Stochastic Depth

Stochastic depth is a regularization method for deep residual networks. During training, it randomly skips entire residual blocks. Instead of dropping individual activations, as dropout does, stochastic depth drops whole computational paths.

A standard residual block computes

$$ y = x + F(x), $$

where $x$ is the input and $F(x)$ is the residual branch. With stochastic depth, the residual branch is randomly kept or removed during training:

$$ y = x + bF(x), $$

where $b\sim\mathrm{Bernoulli}(p)$. Here $p$ is the probability of keeping the residual branch.

Motivation

Very deep networks can overfit and can also become difficult to optimize. Residual connections make deep training more stable, but large residual networks still contain many layers and many parameters.

Stochastic depth improves regularization by forcing the model to work with many shallower subnetworks during training. On one step, a block may be active. On another step, the same block may be skipped.

This has two effects.

First, it reduces co-adaptation between blocks. A block cannot assume that every previous residual transformation is always present.

Second, it shortens the effective network depth during training. Gradients can pass through fewer transformations, which can improve optimization in very deep networks.

Residual Blocks

Residual networks are built from blocks of the form

$$ y = x + F(x). $$

The skip connection $x$ gives the network a direct identity path. If $F(x)$ learns a useful transformation, the block modifies the representation. If $F(x)$ is unnecessary, the block can learn a function close to zero.

This structure makes it natural to randomly remove $F(x)$. The identity path remains valid, so the output still has the correct shape.

Stochastic depth works best when the skipped branch and the identity branch have compatible shapes. If a block changes spatial resolution or channel count, the skip path may include a projection. Such blocks require more care.

Training-Time Rule

A common stochastic depth rule uses a binary mask $b$:

$$ y = \begin{cases} x + F(x), & b=1, \ x, & b=0. \end{cases} $$

where

$$ b\sim\mathrm{Bernoulli}(p). $$

Here $p$ is the survival probability.

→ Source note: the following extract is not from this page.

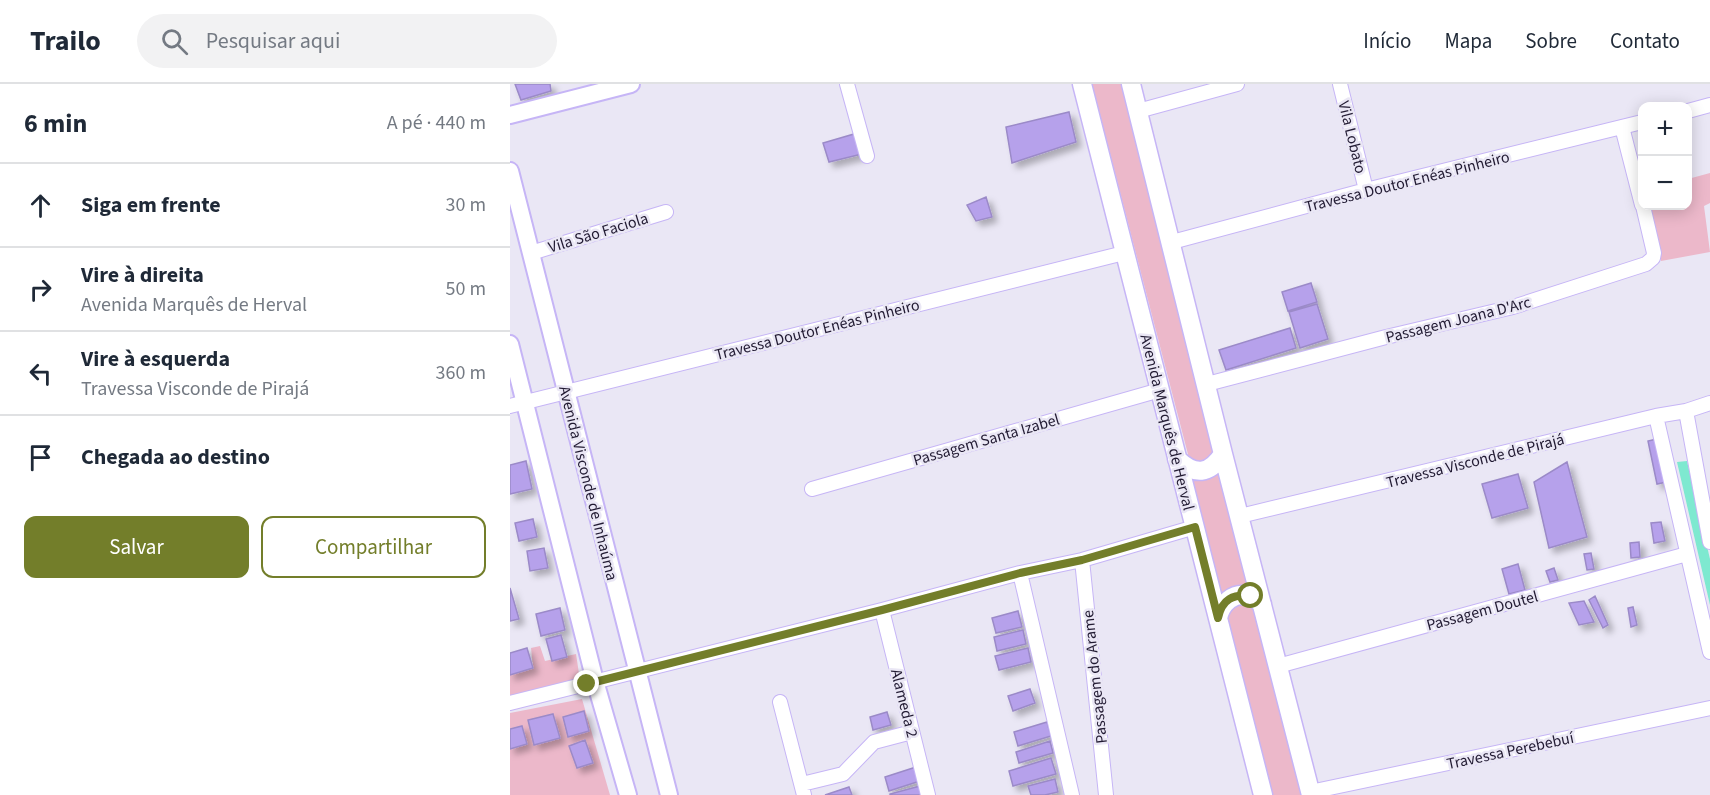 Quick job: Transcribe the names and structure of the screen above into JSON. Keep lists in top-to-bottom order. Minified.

The drop probability is $1-p$.

If $p=0.9$, the residual branch is used 90 percent of the time and skipped 10 percent of the time.

Inverted Stochastic Depth

Many implementations use an inverted form:

$$ y = x + \frac{b}{p}F(x). $$

This keeps the expected residual contribution unchanged during training:

$$ \mathbb{E}\left[\frac{b}{p}F(x)\right] = F(x). $$

At inference time, all residual branches are used and no random dropping is applied. The block becomes the ordinary residual block:

$$ y = x + F(x). $$

This mirrors inverted dropout, where scaling is applied during training so inference remains simple.

Stochastic Depth Versus Dropout

Dropout usually drops individual activation entries. Stochastic depth drops entire residual branches.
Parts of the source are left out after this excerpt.